In this case study, we explored the pulsation and vibration phenomena at a gas compression station equipped with four centrifugal compressors. These compressors generate flow pulsations due to the action of the impellors, which can excite the system’s acoustic and mechanical natural frequencies. To understand and evaluate the system’s sensitivity to these effects, a detailed pulsation and mechanical vibration analysis was conducted.


Centrifugal compressors primarily create periodic low-amplitude pressure and flow oscillations at the blade passing frequency. To simulate and analyze these compressor-induced disturbances, we utilized BOSfluids, a software package designed for one-dimensional fluid transient analysis. The disturbances were modeled as harmonically varying pressure boundary conditions. Pulsations were simulated across all blade passing frequencies within the operational range of the compressors.

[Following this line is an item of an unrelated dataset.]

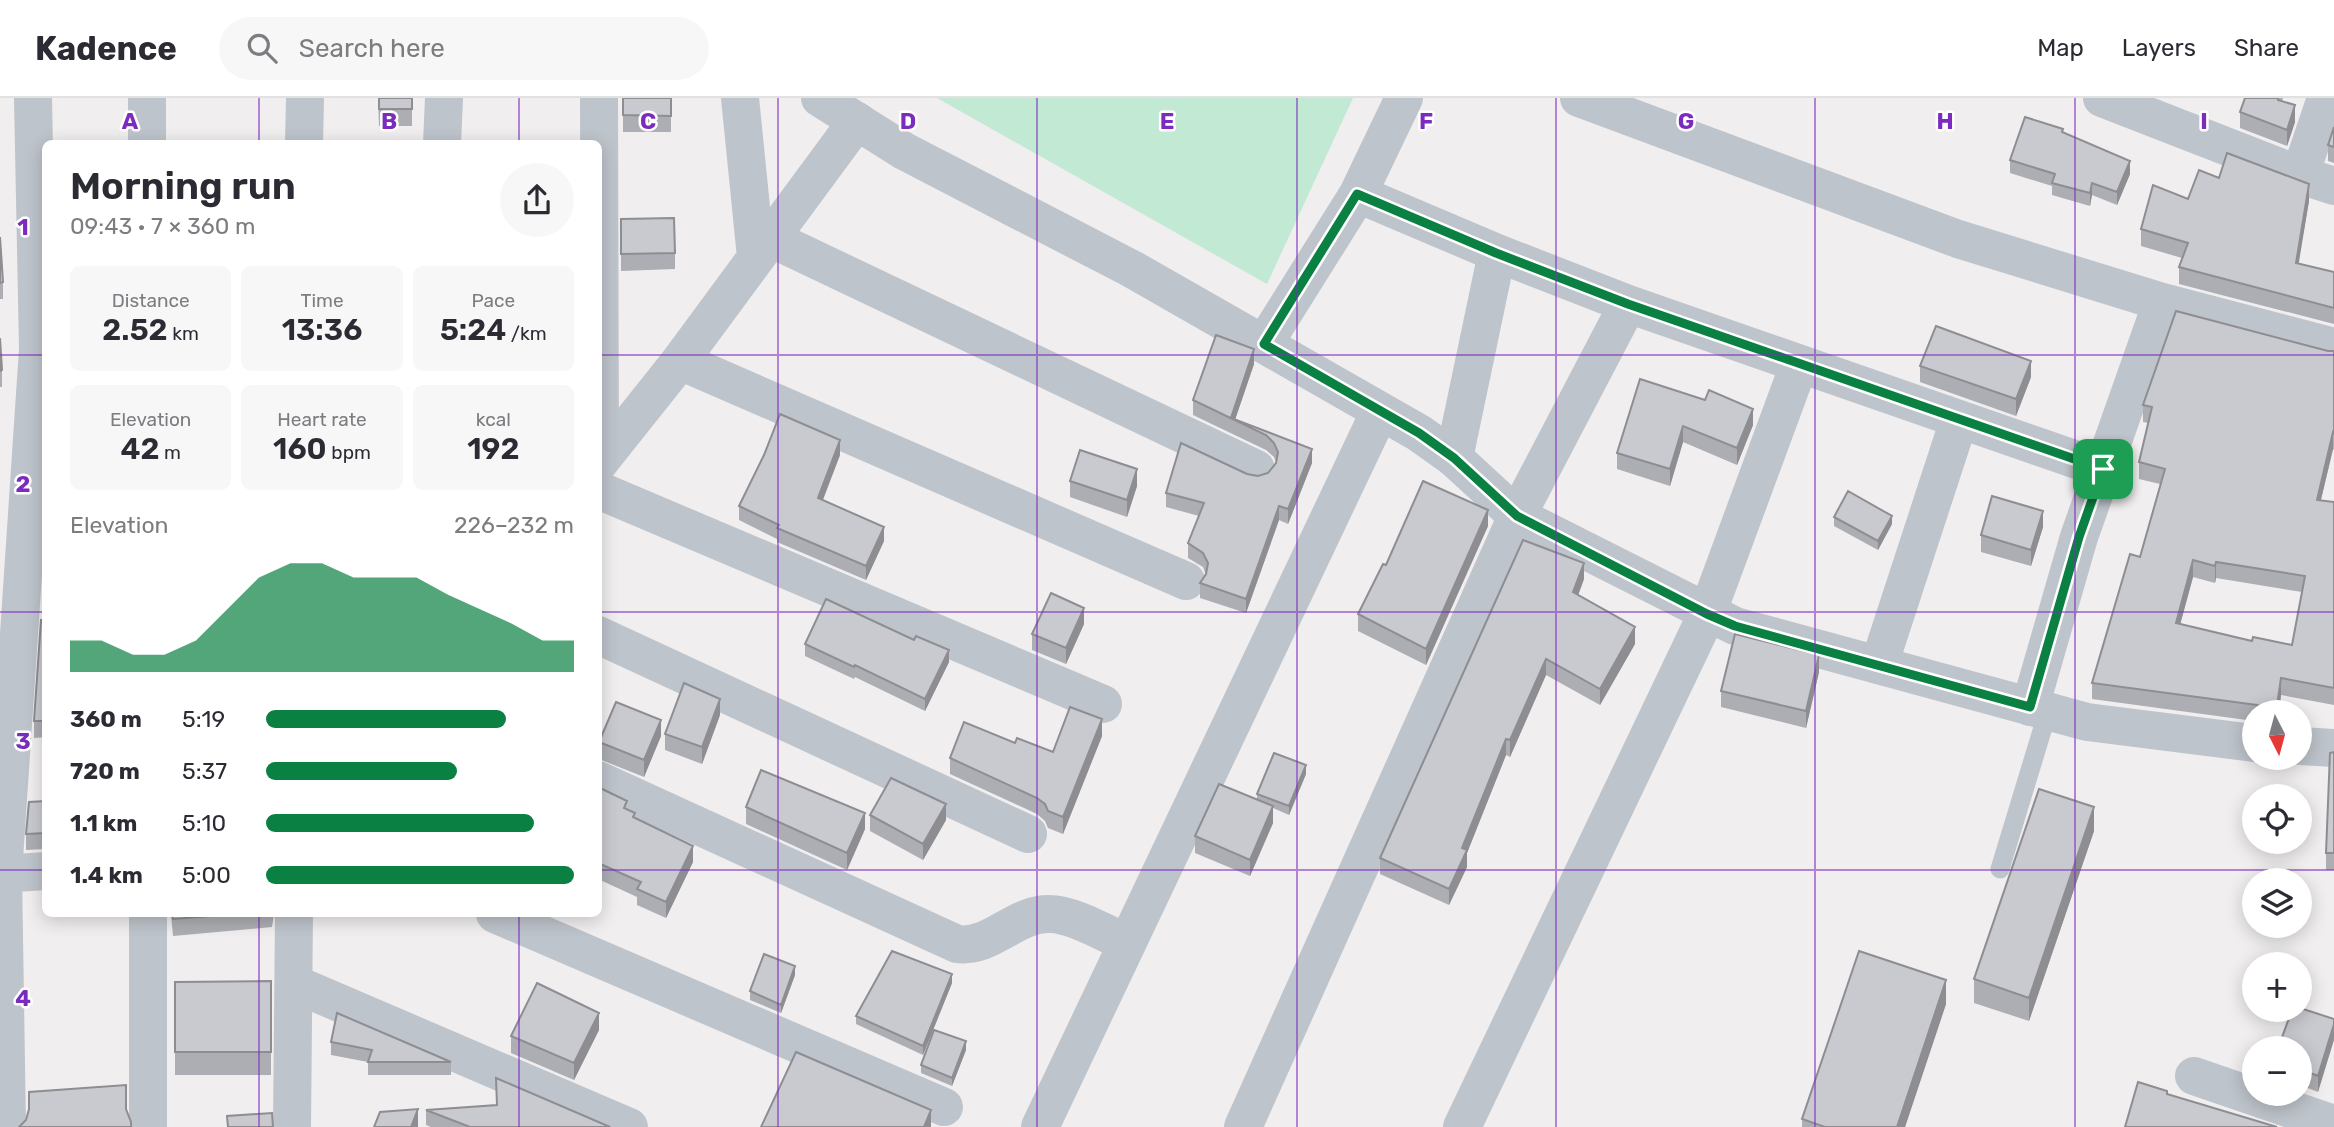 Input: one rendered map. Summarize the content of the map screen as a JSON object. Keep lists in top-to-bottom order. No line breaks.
{"north":"bottom","page":{"header":"Kadence","search":"Search here","nav":["Map","Layers","Share"],"heading":["Morning run","09:43 · 7 × 360 m"],"stats":[["Distance","2.52 km"],["Time","13:36"],["Pace","5:24 /km"],["Elevation","42 m"],["Heart rate","160 bpm"],["kcal","192"]],"chart":["Elevation","226–232 m"],"list":[{"name":"360 m","note":"5:19"},{"name":"720 m","note":"5:37"},{"name":"1.1 km","note":"5:10"},{"name":"1.4 km","note":"5:00"}],"map_buttons":["+","−"]},"grid":{"columns":["A","B","C","D","E","F","G","H","I"],"rows":["1","2","3","4"]}}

Additionally, the mechanical vibrations of the compressors can induce structural vibrations in the ‘elephant-ear’ components, which are directly connected to the compressor nozzles. To address this, a mechanical vibration analysis was performed using CAESAR II. This software helped calculate the system’s natural structural frequencies.


The pulsation simulations revealed several transient pressure peaks indicative of standing waves resulting from acoustic resonance. Given the complexity and the wide frequency range of the system, completely avoiding acoustic resonance is challenging. These transient pressure oscillations have the potential to induce structural ‘breathing’ modes in the piping, leading to acoustic fatigue. However, an assessment against Eisinger’s design limit for acoustic fatigue indicated that no significant acoustically induced fatigue is expected.

A key observation was that it is practically impossible to avoid natural frequency modes within the compressor’s operating range due to the density of natural frequencies. The CAESAR II model demonstrated that the ‘elephant-ear’ components exhibit higher-order flexural natural frequency modes within the compressor’s operating speed range. Despite this, the analysis showed that the maximum dynamic stress experienced by the ‘elephant-ears’ remains well below the endurance limit as specified by the ASME Boiler and Pressure Vessel (B&PV) Division 2 code. This indicates that the structure is unlikely to suffer from fatigue failure under normal operating conditions.

In summary, while natural frequency modes within the operating range of the compressor cannot be completely avoided, the overall system remains robust and well within safe operational limits as defined by industry standards.